⟨

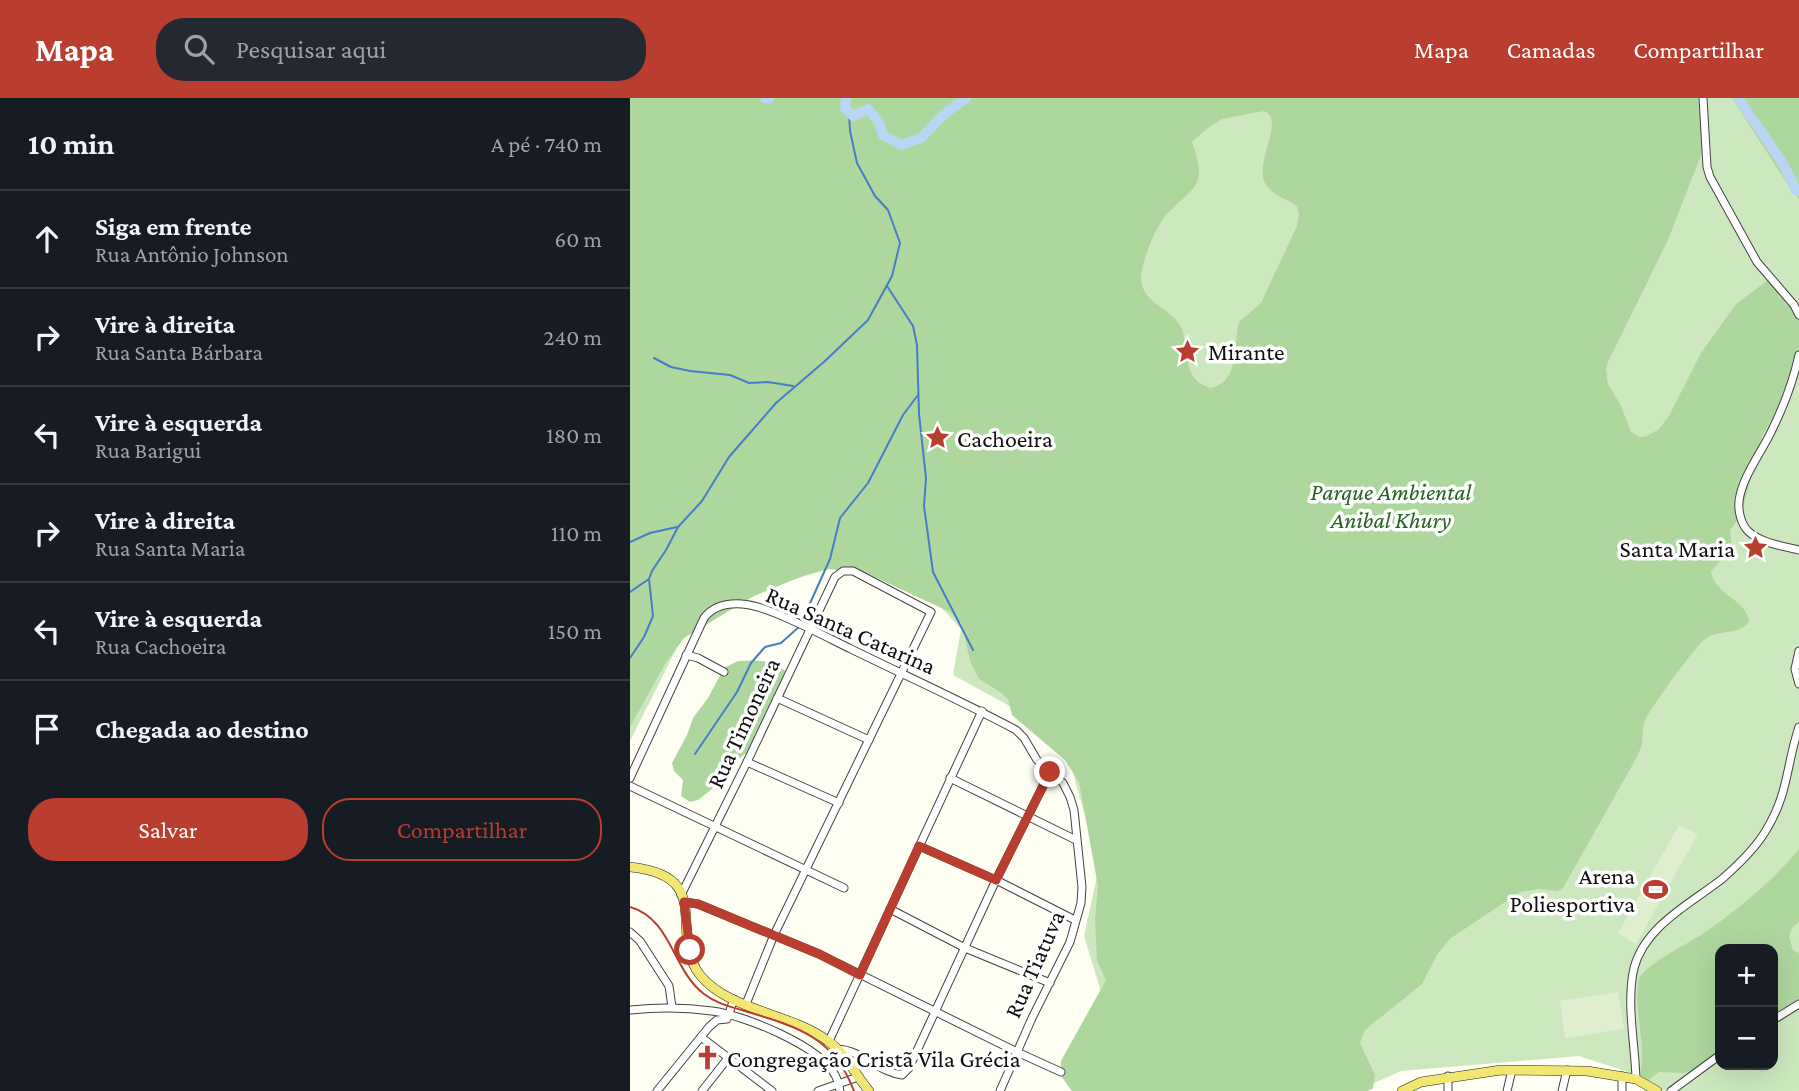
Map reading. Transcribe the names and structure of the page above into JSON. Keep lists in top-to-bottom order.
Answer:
{
  "streets": {
    "street": ["Rua Santa Catarina", "Rua Timoneira", "Rua Tiatuva"]
  },
  "crossings": [
    ["Rua Santa Catarina", "Rua Timoneira"],
    ["Rua Santa Catarina", "Rua Tiatuva"]
  ],
  "parks": ["Parque Ambiental Anibal Khury"],
  "places": {
    "place": ["Mirante", "Cachoeira", "Santa Maria"],
    "sports": ["Arena Poliesportiva"],
    "church": ["Congregação Cristã Vila Grécia"]
  },
  "page": {
    "header": "Mapa",
    "search": "Pesquisar aqui",
    "nav": ["Mapa", "Camadas", "Compartilhar"],
    "heading": ["10 min", "A pé · 740 m"],
    "list": [
      ["Siga em frente", "Rua Antônio Johnson", "60 m"],
      ["Vire à direita", "Rua Santa Bárbara", "240 m"],
      ["Vire à esquerda", "Rua Barigui", "180 m"],
      ["Vire à direita", "Rua Santa Maria", "110 m"],
      ["Vire à esquerda", "Rua Cachoeira", "150 m"],
      "Chegada ao destino"
    ],
    "buttons": ["Salvar", "Compartilhar"],
    "map_buttons": ["+", "−"]
  }
}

⟩

◆ Task description
Pictures stay out, and every line of the records is transcribed exactly.

◆ Response for this exercise
Map reading. Transcribe the names and structure of the page above into JSON. Keep lists in top-to-bottom order.
Answer:
{
  "streets": {
    "street": ["Rua Santa Catarina", "Rua Timoneira", "Rua Tiatuva"]
  },
  "crossings": [
    ["Rua Santa Catarina", "Rua Timoneira"],
    ["Rua Santa Catarina", "Rua Tiatuva"]
  ],
  "parks": ["Parque Ambiental Anibal Khury"],
  "places": {
    "place": ["Mirante", "Cachoeira", "Santa Maria"],
    "sports": ["Arena Poliesportiva"],
    "church": ["Congregação Cristã Vila Grécia"]
  },
  "page": {
    "header": "Mapa",
    "search": "Pesquisar aqui",
    "nav": ["Mapa", "Camadas", "Compartilhar"],
    "heading": ["10 min", "A pé · 740 m"],
    "list": [
      ["Siga em frente", "Rua Antônio Johnson", "60 m"],
      ["Vire à direita", "Rua Santa Bárbara", "240 m"],
      ["Vire à esquerda", "Rua Barigui", "180 m"],
      ["Vire à direita", "Rua Santa Maria", "110 m"],
      ["Vire à esquerda", "Rua Cachoeira", "150 m"],
      "Chegada ao destino"
    ],
    "buttons": ["Salvar", "Compartilhar"],
    "map_buttons": ["+", "−"]
  }
}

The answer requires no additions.